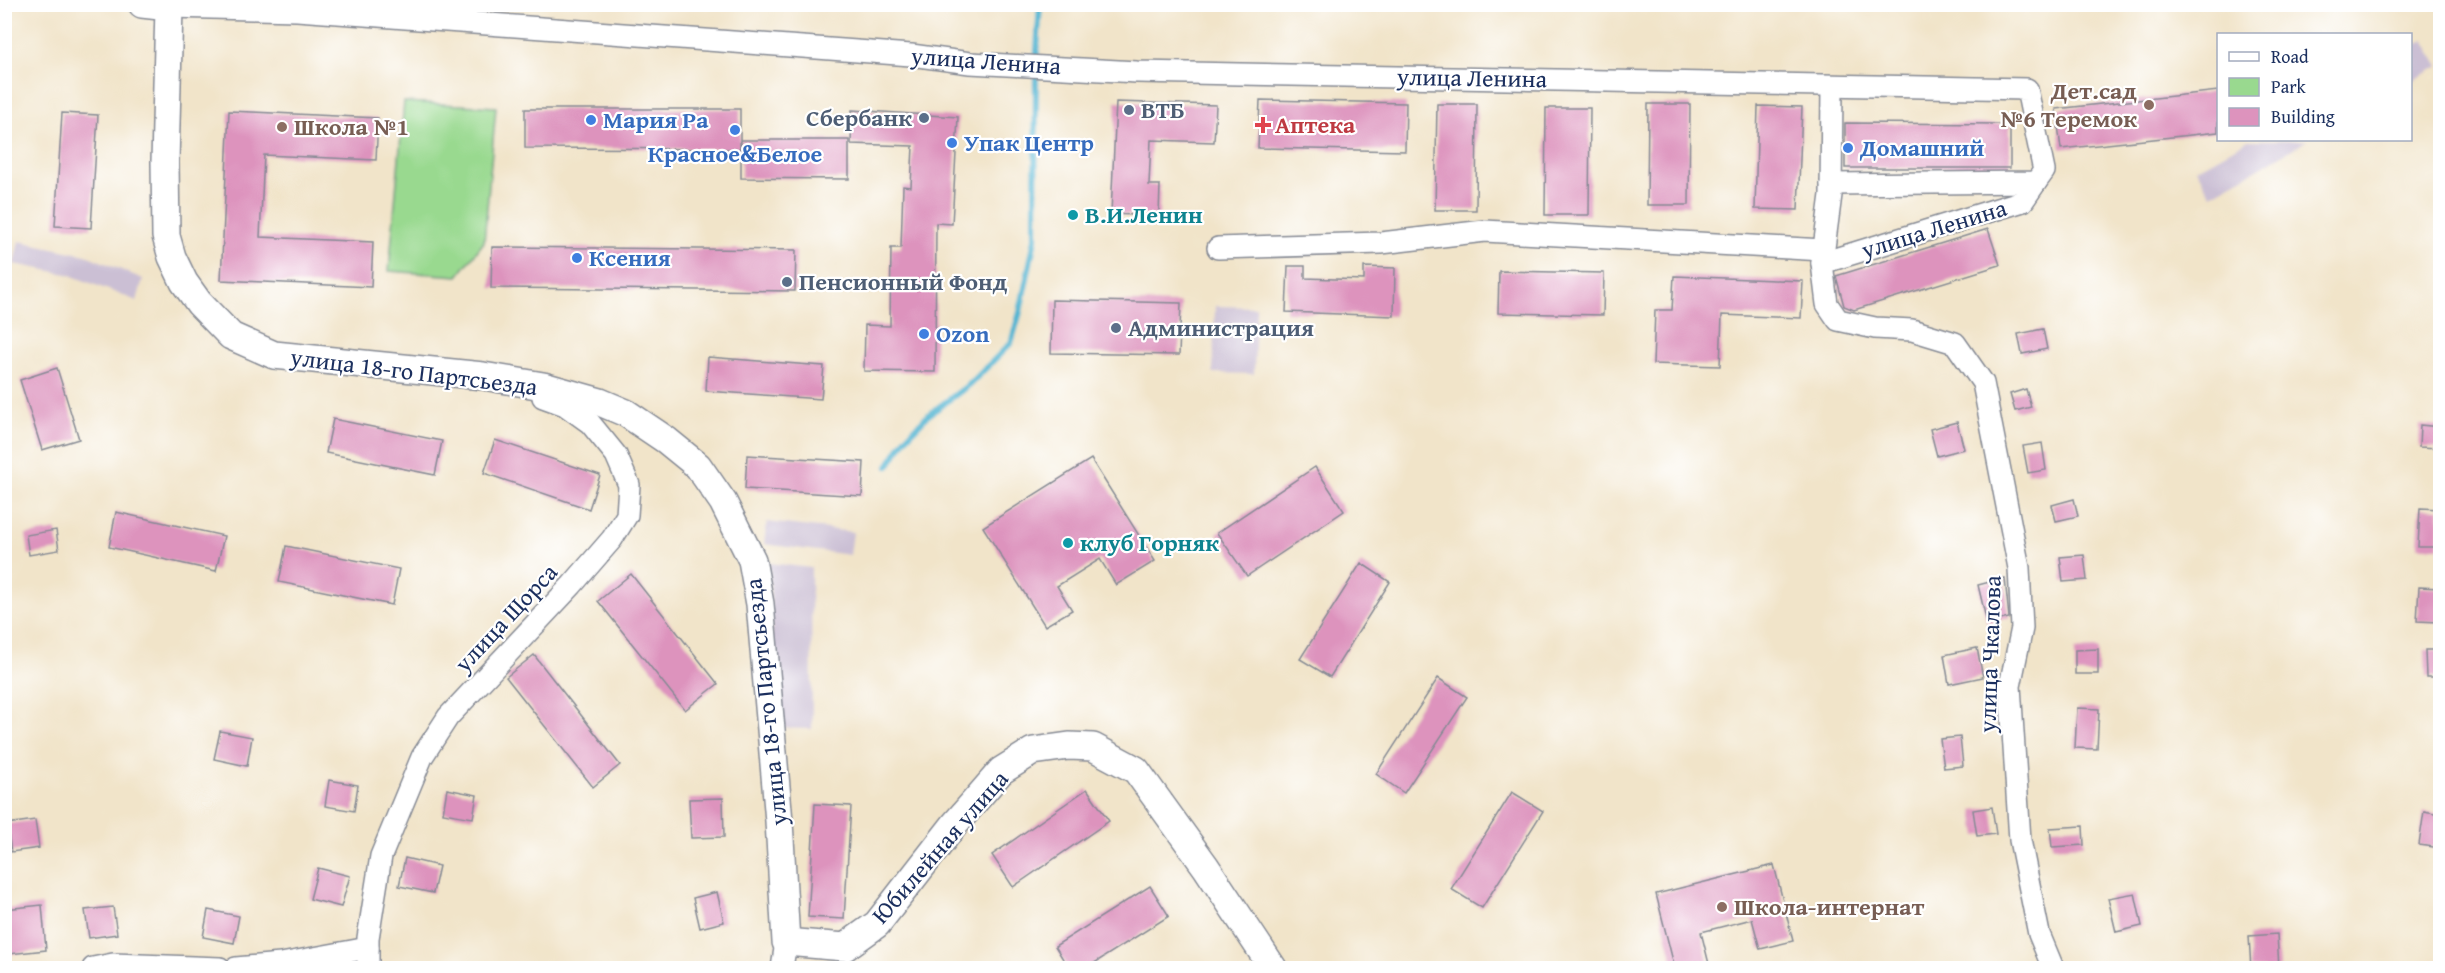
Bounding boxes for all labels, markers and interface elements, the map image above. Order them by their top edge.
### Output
legend [2217,33,2412,141]
street label: улица Ленина [909,38,1063,83]
text: Road [2271,43,2309,70]
street label: улица Ленина [1396,59,1548,96]
place label: Дет.сад №6 Теремок [2000,73,2137,136]
text: Park [2271,73,2307,100]
place label: ВТБ [1141,92,1185,127]
marker: Дет.сад №6 Теремок [2142,98,2156,112]
place label: Сбербанк [806,100,912,135]
place label: Мария Ра [603,102,709,137]
marker: ВТБ [1122,103,1136,117]
text: Building [2271,103,2335,130]
place label: Аптека [1275,107,1356,142]
place label: Школа №1 [294,109,409,144]
marker: Сбербанк [917,111,931,125]
marker: Мария Ра [584,113,598,127]
marker: Аптека [1256,118,1270,132]
marker: Школа №1 [275,120,289,134]
marker: Красное&Белое [728,123,742,137]
place label: Упак Центр [964,125,1094,160]
place label: Домашний [1859,130,1984,165]
place label: Красное&Белое [648,136,822,171]
marker: Упак Центр [945,136,959,150]
marker: Домашний [1841,141,1855,155]
street label: улица Ленина [1856,190,2011,267]
place label: В.И.Ленин [1085,197,1203,232]
marker: В.И.Ленин [1066,208,1080,222]
place label: Ксения [589,240,671,275]
marker: Ксения [570,251,584,265]
place label: Пенсионный Фонд [799,264,1008,299]
marker: Пенсионный Фонд [780,275,794,289]
place label: Администрация [1128,310,1314,345]
place label: Ozon [936,316,990,351]
marker: Администрация [1109,321,1123,335]
marker: Ozon [917,327,931,341]
street label: улица 18-го Партсьезда [288,339,540,404]
place label: клуб Горняк [1080,525,1219,560]
marker: клуб Горняк [1061,536,1075,550]
street label: улица Щорса [445,555,566,681]
street label: улица Чкалова [1969,574,2010,734]
street label: улица 18-го Партсьезда [735,576,796,829]
street label: Юбилейная улица [863,762,1017,931]
place label: Школа-интернат [1734,889,1925,924]
marker: Школа-интернат [1715,900,1729,914]

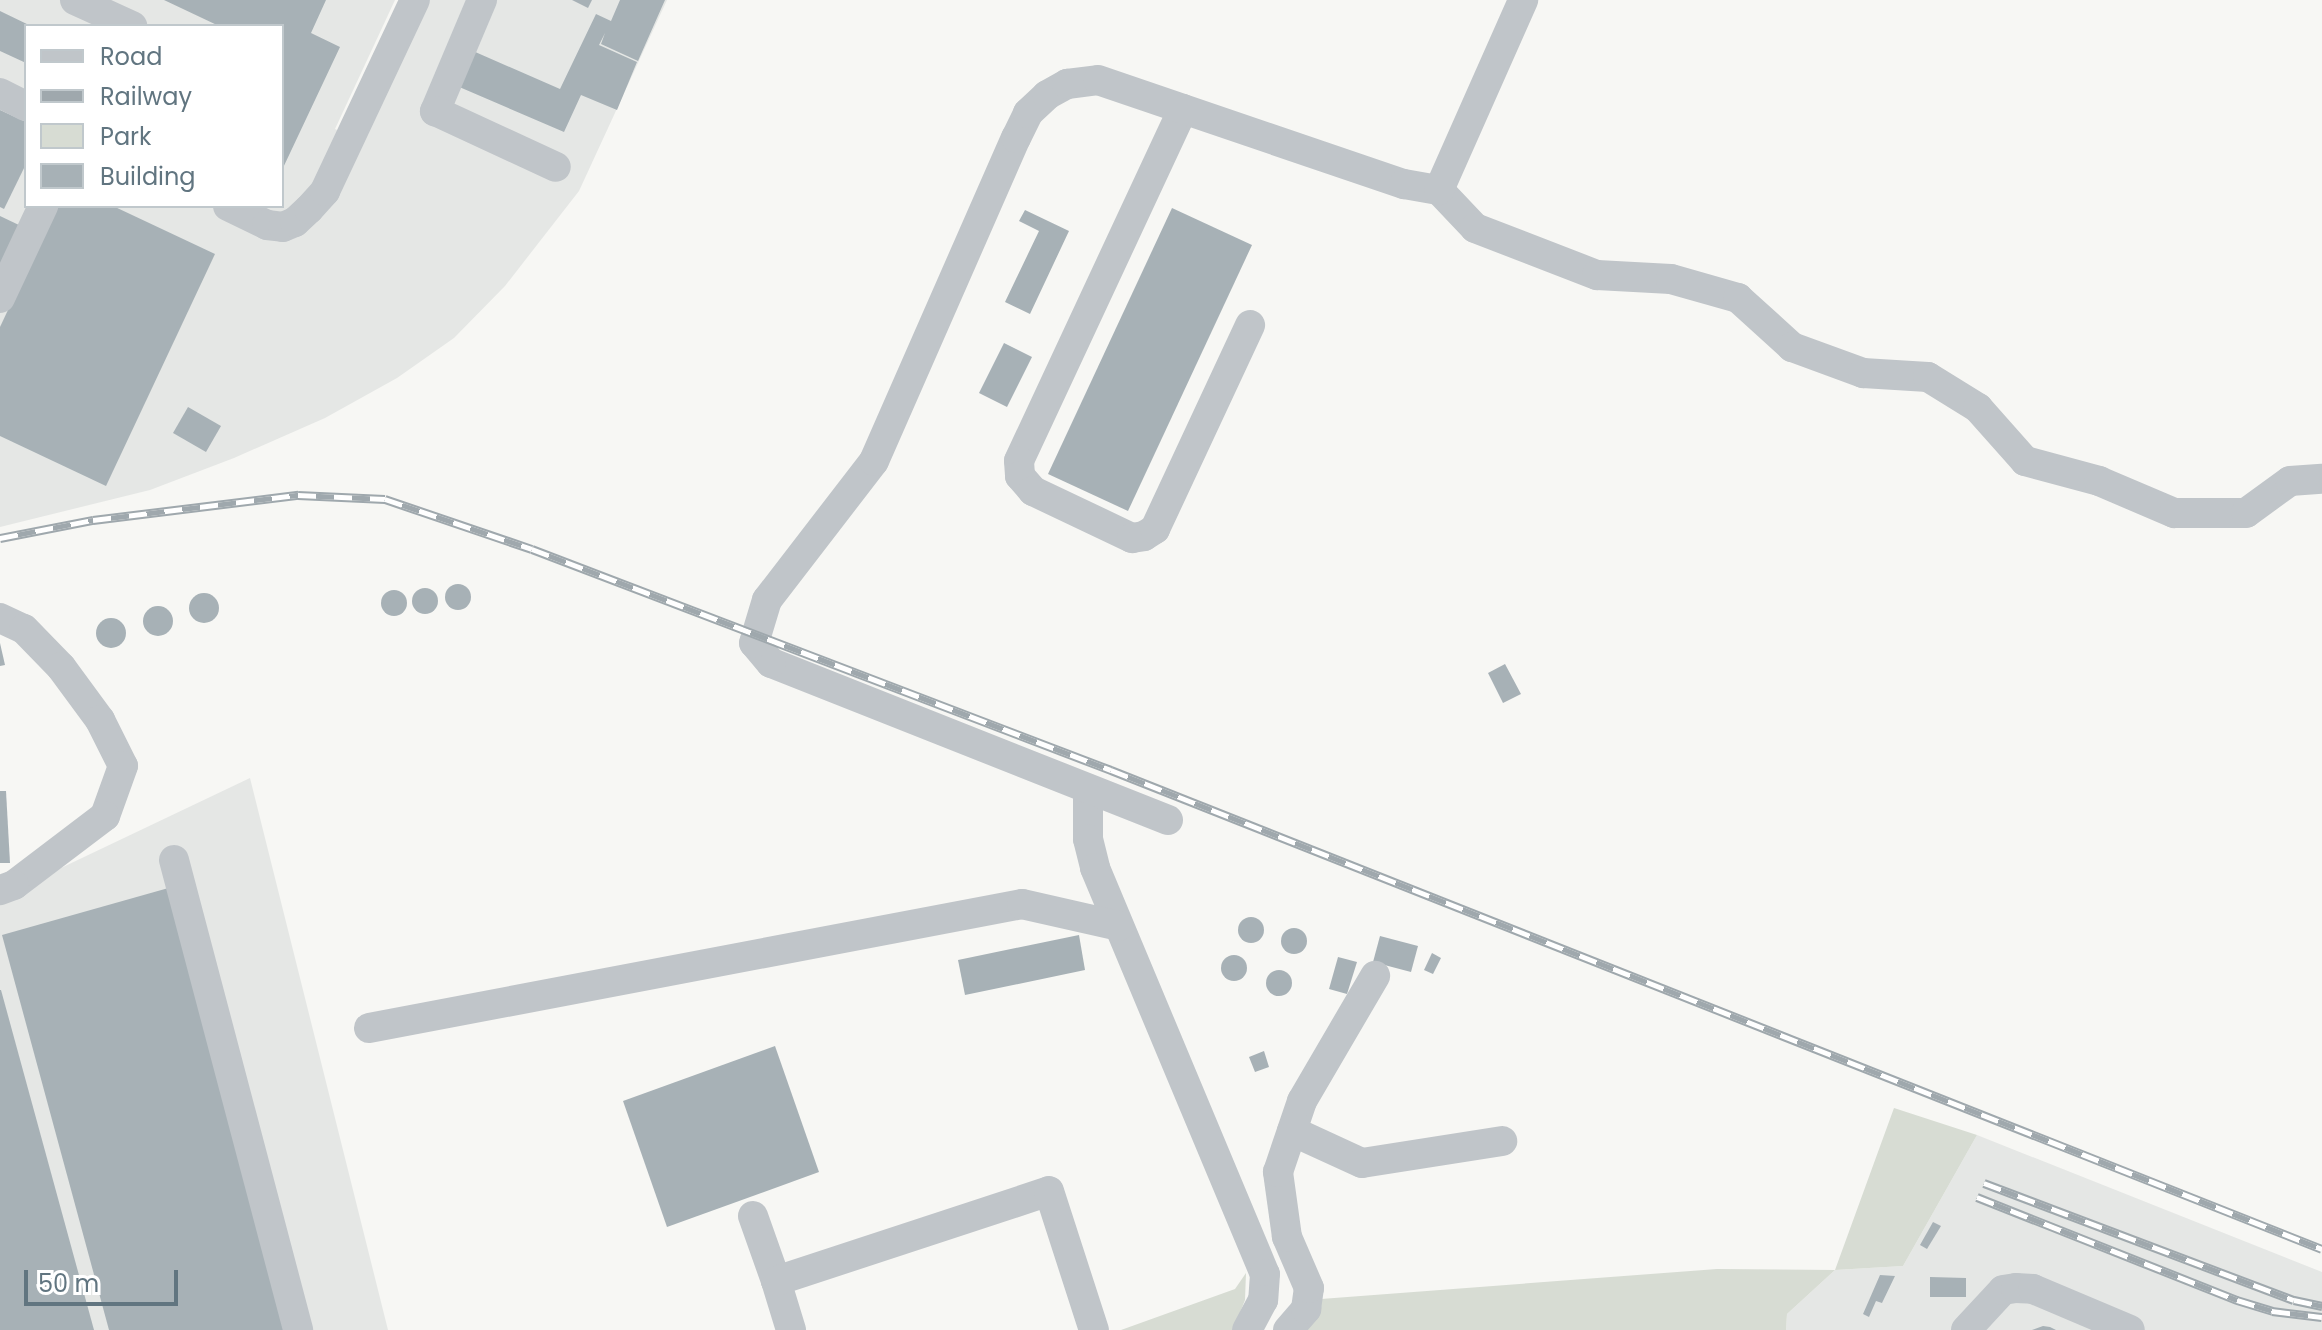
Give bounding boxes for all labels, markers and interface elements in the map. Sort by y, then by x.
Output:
legend [24,24,284,208]
text: Road [100,40,162,73]
text: Railway [100,80,192,113]
text: Park [100,120,151,153]
text: Building [100,160,196,193]
scale bar [28,1254,182,1304]
text: 50 m [38,1267,99,1300]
++++++++
Exercise brief:
With the images removed, give back every entry exactly as shown.

Completed task:
Bounding boxes for all labels, markers and interface elements, the map image above. Order them by their top edge.
### Output
legend [2217,33,2412,141]
street label: улица Ленина [909,38,1063,83]
text: Road [2271,43,2309,70]
street label: улица Ленина [1396,59,1548,96]
place label: Дет.сад №6 Теремок [2000,73,2137,136]
text: Park [2271,73,2307,100]
place label: ВТБ [1141,92,1185,127]
marker: Дет.сад №6 Теремок [2142,98,2156,112]
place label: Сбербанк [806,100,912,135]
place label: Мария Ра [603,102,709,137]
marker: ВТБ [1122,103,1136,117]
text: Building [2271,103,2335,130]
place label: Аптека [1275,107,1356,142]
place label: Школа №1 [294,109,409,144]
marker: Сбербанк [917,111,931,125]
marker: Мария Ра [584,113,598,127]
marker: Аптека [1256,118,1270,132]
marker: Школа №1 [275,120,289,134]
marker: Красное&Белое [728,123,742,137]
place label: Упак Центр [964,125,1094,160]
place label: Домашний [1859,130,1984,165]
place label: Красное&Белое [648,136,822,171]
marker: Упак Центр [945,136,959,150]
marker: Домашний [1841,141,1855,155]
street label: улица Ленина [1856,190,2011,267]
place label: В.И.Ленин [1085,197,1203,232]
marker: В.И.Ленин [1066,208,1080,222]
place label: Ксения [589,240,671,275]
marker: Ксения [570,251,584,265]
place label: Пенсионный Фонд [799,264,1008,299]
marker: Пенсионный Фонд [780,275,794,289]
place label: Администрация [1128,310,1314,345]
place label: Ozon [936,316,990,351]
marker: Администрация [1109,321,1123,335]
marker: Ozon [917,327,931,341]
street label: улица 18-го Партсьезда [288,339,540,404]
place label: клуб Горняк [1080,525,1219,560]
marker: клуб Горняк [1061,536,1075,550]
street label: улица Щорса [445,555,566,681]
street label: улица Чкалова [1969,574,2010,734]
street label: улица 18-го Партсьезда [735,576,796,829]
street label: Юбилейная улица [863,762,1017,931]
place label: Школа-интернат [1734,889,1925,924]
marker: Школа-интернат [1715,900,1729,914]

Give bounding boxes for all labels, markers and interface elements in the map. Sort by y, then by x.
Output:
legend [24,24,284,208]
text: Road [100,40,162,73]
text: Railway [100,80,192,113]
text: Park [100,120,151,153]
text: Building [100,160,196,193]
scale bar [28,1254,182,1304]
text: 50 m [38,1267,99,1300]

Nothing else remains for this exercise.